Thanks for any help or ideas,
Pat


----------



## jon_the_newb (Dec 30, 2006)

I can't comment on the thickness really cause I've never built and acrylic tank before, but I sure wouldn't make the bottom piece the thinnest. Where is all that weight sitting after all?

Jon


----------



## freydo (Jan 7, 2006)

if the tank sits on a flat, level surface, there shouldn't be any problem having the bottom being thinner. but if you're spending the money for 1/2" on the sides, why not just get additional material for the bottom? the difference in cost can't be that much.

you can save the money by eliminating the piece for the top. you don't need it. the 1/4" would eventually droop and develop mineral buildup and prevent sufficient lighting to you plants.


----------



## Thayer (Feb 6, 2007)

I would be reluctant to not use a piece on the top. There will be a lot of outward pressure on the sides, and the top will help support that by effectively creating a flanged beam structure.

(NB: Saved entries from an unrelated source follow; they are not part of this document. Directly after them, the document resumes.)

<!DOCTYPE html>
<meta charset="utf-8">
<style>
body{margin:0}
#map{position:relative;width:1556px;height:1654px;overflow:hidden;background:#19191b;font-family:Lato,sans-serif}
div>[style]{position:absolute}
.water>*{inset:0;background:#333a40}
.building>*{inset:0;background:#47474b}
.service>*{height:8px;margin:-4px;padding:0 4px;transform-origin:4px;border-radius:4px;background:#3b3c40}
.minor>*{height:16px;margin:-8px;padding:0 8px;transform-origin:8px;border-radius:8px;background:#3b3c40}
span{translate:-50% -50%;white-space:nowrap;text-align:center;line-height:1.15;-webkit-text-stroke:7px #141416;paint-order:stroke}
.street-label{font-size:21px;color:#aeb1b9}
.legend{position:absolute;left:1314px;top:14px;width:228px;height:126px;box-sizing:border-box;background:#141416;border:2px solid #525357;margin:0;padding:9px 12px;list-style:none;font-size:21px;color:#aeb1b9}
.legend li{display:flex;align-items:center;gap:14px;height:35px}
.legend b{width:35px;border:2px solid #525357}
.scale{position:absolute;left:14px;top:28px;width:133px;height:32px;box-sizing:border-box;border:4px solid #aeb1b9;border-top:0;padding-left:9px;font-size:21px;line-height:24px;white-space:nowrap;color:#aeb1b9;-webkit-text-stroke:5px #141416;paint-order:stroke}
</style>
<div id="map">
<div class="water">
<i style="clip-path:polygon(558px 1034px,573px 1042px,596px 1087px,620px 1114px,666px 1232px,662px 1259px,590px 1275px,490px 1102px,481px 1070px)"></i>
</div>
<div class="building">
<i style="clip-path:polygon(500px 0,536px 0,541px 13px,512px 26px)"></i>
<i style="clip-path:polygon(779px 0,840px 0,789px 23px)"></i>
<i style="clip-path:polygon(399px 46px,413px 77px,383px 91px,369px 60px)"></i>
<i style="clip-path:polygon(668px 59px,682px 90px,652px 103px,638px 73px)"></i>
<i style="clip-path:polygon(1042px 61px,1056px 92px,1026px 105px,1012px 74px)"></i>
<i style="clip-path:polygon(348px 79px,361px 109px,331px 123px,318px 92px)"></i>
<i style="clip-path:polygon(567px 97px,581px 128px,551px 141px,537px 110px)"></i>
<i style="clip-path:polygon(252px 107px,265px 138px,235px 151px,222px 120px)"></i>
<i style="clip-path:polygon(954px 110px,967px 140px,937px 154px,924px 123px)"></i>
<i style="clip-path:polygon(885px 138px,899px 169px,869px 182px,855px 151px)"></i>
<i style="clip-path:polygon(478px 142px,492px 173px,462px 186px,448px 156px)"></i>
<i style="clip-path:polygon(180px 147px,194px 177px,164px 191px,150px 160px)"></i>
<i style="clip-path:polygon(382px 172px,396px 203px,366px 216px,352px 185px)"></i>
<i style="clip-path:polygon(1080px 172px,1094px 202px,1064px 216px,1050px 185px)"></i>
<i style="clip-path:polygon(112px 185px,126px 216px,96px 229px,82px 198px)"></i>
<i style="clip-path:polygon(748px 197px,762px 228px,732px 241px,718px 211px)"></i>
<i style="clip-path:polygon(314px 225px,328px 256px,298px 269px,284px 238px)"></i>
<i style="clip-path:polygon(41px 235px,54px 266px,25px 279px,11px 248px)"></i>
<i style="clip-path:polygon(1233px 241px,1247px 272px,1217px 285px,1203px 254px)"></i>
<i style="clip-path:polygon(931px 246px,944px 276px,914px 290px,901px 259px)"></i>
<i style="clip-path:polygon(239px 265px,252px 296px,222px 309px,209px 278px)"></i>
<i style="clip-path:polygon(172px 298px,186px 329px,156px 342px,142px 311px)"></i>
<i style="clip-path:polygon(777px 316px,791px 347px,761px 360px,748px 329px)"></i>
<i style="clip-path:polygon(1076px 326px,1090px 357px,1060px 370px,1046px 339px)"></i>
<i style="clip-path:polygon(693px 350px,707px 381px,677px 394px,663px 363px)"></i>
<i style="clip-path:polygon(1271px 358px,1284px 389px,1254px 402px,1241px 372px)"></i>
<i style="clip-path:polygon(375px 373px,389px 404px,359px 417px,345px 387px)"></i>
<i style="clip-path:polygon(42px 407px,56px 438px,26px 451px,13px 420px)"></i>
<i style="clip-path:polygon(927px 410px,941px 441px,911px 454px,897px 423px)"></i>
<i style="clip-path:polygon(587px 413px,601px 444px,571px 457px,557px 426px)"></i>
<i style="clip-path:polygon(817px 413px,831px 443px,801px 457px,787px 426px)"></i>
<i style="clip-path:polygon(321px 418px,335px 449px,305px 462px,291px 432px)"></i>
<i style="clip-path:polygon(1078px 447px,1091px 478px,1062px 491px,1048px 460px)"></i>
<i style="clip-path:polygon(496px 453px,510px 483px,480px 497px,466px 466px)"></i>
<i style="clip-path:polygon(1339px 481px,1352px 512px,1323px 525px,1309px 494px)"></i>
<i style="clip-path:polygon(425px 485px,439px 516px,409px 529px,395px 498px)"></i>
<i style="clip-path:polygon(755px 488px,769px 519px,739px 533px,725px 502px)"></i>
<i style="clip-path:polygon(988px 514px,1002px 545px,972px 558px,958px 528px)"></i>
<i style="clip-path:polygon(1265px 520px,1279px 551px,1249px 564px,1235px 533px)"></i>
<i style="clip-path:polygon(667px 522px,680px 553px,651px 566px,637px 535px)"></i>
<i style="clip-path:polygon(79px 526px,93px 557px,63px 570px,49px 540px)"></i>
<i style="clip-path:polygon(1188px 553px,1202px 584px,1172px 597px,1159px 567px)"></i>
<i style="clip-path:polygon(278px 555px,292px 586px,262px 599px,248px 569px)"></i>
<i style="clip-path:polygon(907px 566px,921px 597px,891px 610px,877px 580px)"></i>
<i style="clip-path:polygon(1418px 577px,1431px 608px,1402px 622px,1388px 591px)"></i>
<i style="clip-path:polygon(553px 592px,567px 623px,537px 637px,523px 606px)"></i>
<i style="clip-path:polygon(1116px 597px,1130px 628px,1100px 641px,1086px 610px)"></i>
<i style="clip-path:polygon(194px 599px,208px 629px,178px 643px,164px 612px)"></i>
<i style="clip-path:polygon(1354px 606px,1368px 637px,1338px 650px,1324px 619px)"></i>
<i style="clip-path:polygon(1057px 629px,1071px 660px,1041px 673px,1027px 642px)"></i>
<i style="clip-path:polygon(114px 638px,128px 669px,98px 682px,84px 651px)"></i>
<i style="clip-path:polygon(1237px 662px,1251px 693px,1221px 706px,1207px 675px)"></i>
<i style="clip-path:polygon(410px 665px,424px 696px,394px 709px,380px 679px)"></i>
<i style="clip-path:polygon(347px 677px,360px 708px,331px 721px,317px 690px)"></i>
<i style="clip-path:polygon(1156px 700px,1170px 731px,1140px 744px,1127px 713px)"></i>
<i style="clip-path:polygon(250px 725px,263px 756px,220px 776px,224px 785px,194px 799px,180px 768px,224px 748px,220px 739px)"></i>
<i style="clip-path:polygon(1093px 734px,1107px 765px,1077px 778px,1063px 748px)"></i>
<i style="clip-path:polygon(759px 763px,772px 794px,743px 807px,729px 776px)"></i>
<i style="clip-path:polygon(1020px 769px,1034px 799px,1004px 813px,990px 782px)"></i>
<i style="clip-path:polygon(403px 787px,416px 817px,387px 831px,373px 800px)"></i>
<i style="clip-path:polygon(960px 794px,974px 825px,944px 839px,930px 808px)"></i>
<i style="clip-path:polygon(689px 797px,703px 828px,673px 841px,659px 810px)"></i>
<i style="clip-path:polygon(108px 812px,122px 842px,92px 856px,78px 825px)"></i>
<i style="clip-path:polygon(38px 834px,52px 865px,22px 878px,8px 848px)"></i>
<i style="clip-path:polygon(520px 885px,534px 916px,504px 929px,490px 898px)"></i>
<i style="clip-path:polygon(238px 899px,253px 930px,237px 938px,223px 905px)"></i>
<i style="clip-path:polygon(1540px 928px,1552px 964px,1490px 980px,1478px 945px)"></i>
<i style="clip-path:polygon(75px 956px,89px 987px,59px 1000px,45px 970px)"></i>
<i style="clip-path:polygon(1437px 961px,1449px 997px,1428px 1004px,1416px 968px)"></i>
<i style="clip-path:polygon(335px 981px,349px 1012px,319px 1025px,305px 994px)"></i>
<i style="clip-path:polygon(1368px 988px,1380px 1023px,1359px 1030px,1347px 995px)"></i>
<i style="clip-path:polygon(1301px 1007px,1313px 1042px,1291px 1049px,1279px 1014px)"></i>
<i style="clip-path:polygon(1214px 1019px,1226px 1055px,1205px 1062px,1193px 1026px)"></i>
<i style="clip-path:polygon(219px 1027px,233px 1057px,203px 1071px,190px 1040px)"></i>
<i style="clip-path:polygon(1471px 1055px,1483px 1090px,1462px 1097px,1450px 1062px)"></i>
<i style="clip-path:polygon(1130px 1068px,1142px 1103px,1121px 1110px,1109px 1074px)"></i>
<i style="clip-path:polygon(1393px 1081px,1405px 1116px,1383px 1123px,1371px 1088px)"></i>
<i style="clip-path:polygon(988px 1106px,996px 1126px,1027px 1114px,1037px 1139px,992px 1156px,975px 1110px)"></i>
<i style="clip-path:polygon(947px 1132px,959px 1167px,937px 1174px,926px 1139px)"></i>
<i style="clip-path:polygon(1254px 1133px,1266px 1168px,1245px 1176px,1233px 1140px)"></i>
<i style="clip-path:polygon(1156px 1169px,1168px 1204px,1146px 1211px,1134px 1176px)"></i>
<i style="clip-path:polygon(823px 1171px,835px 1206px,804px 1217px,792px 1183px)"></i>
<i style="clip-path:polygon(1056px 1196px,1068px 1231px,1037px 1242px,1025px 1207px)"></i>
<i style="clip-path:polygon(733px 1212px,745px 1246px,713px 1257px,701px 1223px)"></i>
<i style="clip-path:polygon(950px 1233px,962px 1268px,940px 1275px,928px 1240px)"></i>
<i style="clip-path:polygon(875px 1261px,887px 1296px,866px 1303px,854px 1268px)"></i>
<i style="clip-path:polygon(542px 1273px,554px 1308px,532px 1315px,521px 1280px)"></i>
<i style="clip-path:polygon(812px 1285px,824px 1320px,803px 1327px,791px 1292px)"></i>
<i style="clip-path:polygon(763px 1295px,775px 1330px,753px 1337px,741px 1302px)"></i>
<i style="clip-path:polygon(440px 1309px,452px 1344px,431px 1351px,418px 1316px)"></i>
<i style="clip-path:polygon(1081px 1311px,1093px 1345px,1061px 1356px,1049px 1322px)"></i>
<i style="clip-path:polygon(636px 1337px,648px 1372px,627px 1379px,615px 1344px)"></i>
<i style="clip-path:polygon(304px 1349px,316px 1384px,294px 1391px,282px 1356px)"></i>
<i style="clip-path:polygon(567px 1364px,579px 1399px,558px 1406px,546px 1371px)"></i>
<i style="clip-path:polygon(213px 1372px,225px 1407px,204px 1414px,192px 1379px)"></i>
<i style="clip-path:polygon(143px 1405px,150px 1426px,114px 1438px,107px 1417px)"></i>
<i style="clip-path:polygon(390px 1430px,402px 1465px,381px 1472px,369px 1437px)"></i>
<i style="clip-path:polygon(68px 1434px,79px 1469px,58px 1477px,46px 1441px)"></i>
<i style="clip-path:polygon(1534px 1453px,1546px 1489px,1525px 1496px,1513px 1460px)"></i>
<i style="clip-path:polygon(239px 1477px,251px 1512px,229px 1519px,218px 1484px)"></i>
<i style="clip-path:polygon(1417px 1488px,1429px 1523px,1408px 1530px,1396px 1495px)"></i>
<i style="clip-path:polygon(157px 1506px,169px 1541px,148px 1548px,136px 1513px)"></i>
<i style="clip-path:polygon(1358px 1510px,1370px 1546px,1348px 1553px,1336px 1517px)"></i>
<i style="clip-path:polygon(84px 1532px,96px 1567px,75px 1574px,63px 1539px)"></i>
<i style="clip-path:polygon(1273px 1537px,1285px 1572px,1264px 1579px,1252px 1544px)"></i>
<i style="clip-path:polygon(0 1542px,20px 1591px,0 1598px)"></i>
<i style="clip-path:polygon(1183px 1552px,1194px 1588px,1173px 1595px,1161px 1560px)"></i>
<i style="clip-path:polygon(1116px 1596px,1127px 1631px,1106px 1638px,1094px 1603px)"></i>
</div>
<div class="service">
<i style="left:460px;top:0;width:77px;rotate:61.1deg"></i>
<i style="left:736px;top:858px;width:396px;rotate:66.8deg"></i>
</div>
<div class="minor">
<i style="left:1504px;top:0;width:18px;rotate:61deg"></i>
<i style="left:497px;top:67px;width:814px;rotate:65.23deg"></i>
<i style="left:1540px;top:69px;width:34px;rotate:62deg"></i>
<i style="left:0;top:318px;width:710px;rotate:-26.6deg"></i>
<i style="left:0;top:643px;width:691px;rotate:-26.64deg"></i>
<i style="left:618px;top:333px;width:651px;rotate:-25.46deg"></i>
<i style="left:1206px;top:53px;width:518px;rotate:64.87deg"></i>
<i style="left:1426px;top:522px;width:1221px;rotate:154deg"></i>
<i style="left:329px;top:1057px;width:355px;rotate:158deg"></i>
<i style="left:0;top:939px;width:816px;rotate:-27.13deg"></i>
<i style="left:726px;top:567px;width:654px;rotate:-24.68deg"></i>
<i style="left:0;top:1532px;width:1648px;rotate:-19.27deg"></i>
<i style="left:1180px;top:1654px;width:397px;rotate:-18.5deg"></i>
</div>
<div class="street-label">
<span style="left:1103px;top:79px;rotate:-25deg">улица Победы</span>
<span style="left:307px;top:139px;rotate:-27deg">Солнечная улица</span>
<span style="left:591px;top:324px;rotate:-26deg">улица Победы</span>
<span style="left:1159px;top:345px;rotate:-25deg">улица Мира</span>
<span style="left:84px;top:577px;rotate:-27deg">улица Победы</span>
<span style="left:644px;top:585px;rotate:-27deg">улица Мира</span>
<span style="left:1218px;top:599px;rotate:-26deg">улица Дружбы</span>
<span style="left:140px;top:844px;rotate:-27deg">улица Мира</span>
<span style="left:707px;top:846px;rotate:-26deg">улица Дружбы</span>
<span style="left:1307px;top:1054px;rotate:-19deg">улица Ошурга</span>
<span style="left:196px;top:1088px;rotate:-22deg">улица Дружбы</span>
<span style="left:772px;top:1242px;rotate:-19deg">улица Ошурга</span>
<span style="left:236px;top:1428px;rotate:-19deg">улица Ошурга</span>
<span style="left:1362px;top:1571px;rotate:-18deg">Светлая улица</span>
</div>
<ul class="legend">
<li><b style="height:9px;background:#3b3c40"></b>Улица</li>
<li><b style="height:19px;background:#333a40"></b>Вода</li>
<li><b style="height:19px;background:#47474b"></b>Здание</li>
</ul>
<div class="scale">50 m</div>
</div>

A top plate will keep the sides from bowing, and perhaps interfering with the fit of your hood.

1/4 inch may sag over time, but you would not be covering the entire top, as there need to be cutouts to access. If you are planning two cutouts, it would be a simple matter to add a vertical web along the central bridge to support it. Even just a 1-inch tall piece ought to be enough across the 24. My preference would be to put the web on top to allow max fill.


Thayer


----------



## freydo (Jan 7, 2006)

sorry, i misunderstood about the top piece. i would recommend at minimum by adding a top brace as well.


----------



## dennis (Mar 1, 2004)

Well, I doubt you will be able to buy what you need as a partial sheet, since you'll still need over half a sheet to get the front, back and two ends. However, a single sheet 4x8 sheet will be sufficient to make the whole tank out of one sheet. The top frame can be somewhat pieced together, I believe though I am not 100% sure.


----------